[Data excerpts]
···

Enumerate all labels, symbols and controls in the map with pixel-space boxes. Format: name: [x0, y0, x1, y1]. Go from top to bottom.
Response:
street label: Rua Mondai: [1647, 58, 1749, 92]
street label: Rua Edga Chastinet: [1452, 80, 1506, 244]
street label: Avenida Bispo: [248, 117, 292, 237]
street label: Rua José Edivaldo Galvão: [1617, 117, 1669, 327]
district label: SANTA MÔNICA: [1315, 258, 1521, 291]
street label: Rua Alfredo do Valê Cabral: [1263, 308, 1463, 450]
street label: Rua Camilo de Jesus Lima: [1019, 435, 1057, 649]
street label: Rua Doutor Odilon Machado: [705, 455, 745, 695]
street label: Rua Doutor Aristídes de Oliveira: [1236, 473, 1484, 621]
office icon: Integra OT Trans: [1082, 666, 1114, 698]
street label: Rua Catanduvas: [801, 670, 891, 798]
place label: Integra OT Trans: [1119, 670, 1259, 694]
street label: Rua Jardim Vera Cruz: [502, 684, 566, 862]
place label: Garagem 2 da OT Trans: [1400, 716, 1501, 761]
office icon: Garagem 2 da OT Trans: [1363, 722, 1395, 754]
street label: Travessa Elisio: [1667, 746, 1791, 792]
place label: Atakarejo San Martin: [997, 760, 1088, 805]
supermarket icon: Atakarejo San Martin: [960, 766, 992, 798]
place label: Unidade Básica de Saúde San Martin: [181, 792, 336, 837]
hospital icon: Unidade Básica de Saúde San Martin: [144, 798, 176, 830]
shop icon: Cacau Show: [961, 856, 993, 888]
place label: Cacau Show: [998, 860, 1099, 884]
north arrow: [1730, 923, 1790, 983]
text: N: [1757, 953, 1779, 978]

···

### Problem statement
Repeat every entry exactly, leaving nothing out.

### Output of the exercise
Enumerate all labels, symbols and controls in the map with pixel-space boxes. Format: name: [x0, y0, x1, y1]. Go from top to bottom.
Response:
street label: Rua Mondai: [1647, 58, 1749, 92]
street label: Rua Edga Chastinet: [1452, 80, 1506, 244]
street label: Avenida Bispo: [248, 117, 292, 237]
street label: Rua José Edivaldo Galvão: [1617, 117, 1669, 327]
district label: SANTA MÔNICA: [1315, 258, 1521, 291]
street label: Rua Alfredo do Valê Cabral: [1263, 308, 1463, 450]
street label: Rua Camilo de Jesus Lima: [1019, 435, 1057, 649]
street label: Rua Doutor Odilon Machado: [705, 455, 745, 695]
street label: Rua Doutor Aristídes de Oliveira: [1236, 473, 1484, 621]
office icon: Integra OT Trans: [1082, 666, 1114, 698]
street label: Rua Catanduvas: [801, 670, 891, 798]
place label: Integra OT Trans: [1119, 670, 1259, 694]
street label: Rua Jardim Vera Cruz: [502, 684, 566, 862]
place label: Garagem 2 da OT Trans: [1400, 716, 1501, 761]
office icon: Garagem 2 da OT Trans: [1363, 722, 1395, 754]
street label: Travessa Elisio: [1667, 746, 1791, 792]
place label: Atakarejo San Martin: [997, 760, 1088, 805]
supermarket icon: Atakarejo San Martin: [960, 766, 992, 798]
place label: Unidade Básica de Saúde San Martin: [181, 792, 336, 837]
hospital icon: Unidade Básica de Saúde San Martin: [144, 798, 176, 830]
shop icon: Cacau Show: [961, 856, 993, 888]
place label: Cacau Show: [998, 860, 1099, 884]
north arrow: [1730, 923, 1790, 983]
text: N: [1757, 953, 1779, 978]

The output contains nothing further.